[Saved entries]
<<<<
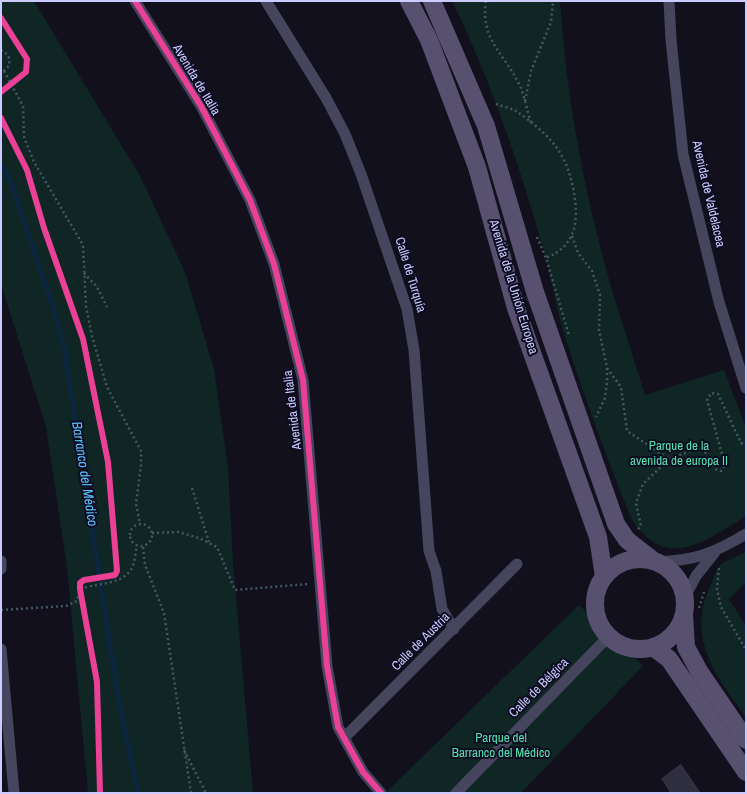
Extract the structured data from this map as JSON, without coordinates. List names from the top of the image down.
{
  "streets": {
    "main road": ["Avenida de la Unión Europea"],
    "street": [
      "Avenida de Italia",
      "Avenida de Valdelacea",
      "Calle de Turquía",
      "Calle de Austria",
      "Calle de Bélgica"
    ]
  },
  "crossings": [
    ["Avenida de Italia", "Calle de Austria"],
    ["Calle de Turquía", "Calle de Austria"],
    ["Avenida de la Unión Europea", "Calle de Bélgica"]
  ],
  "water": ["Barranco del Médico"],
  "parks": ["Parque de la avenida de europa II", "Parque del Barranco del Médico"]
}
>>>>
WHAT IS REQUIRED: When you give the entries again, keep them exact and omit any picture they contain.

EXERCISE RESPONSE:
Extract the structured data from this map as JSON, without coordinates. List names from the top of the image down.
{
  "streets": {
    "main road": ["Avenida de la Unión Europea"],
    "street": [
      "Avenida de Italia",
      "Avenida de Valdelacea",
      "Calle de Turquía",
      "Calle de Austria",
      "Calle de Bélgica"
    ]
  },
  "crossings": [
    ["Avenida de Italia", "Calle de Austria"],
    ["Calle de Turquía", "Calle de Austria"],
    ["Avenida de la Unión Europea", "Calle de Bélgica"]
  ],
  "water": ["Barranco del Médico"],
  "parks": ["Parque de la avenida de europa II", "Parque del Barranco del Médico"]
}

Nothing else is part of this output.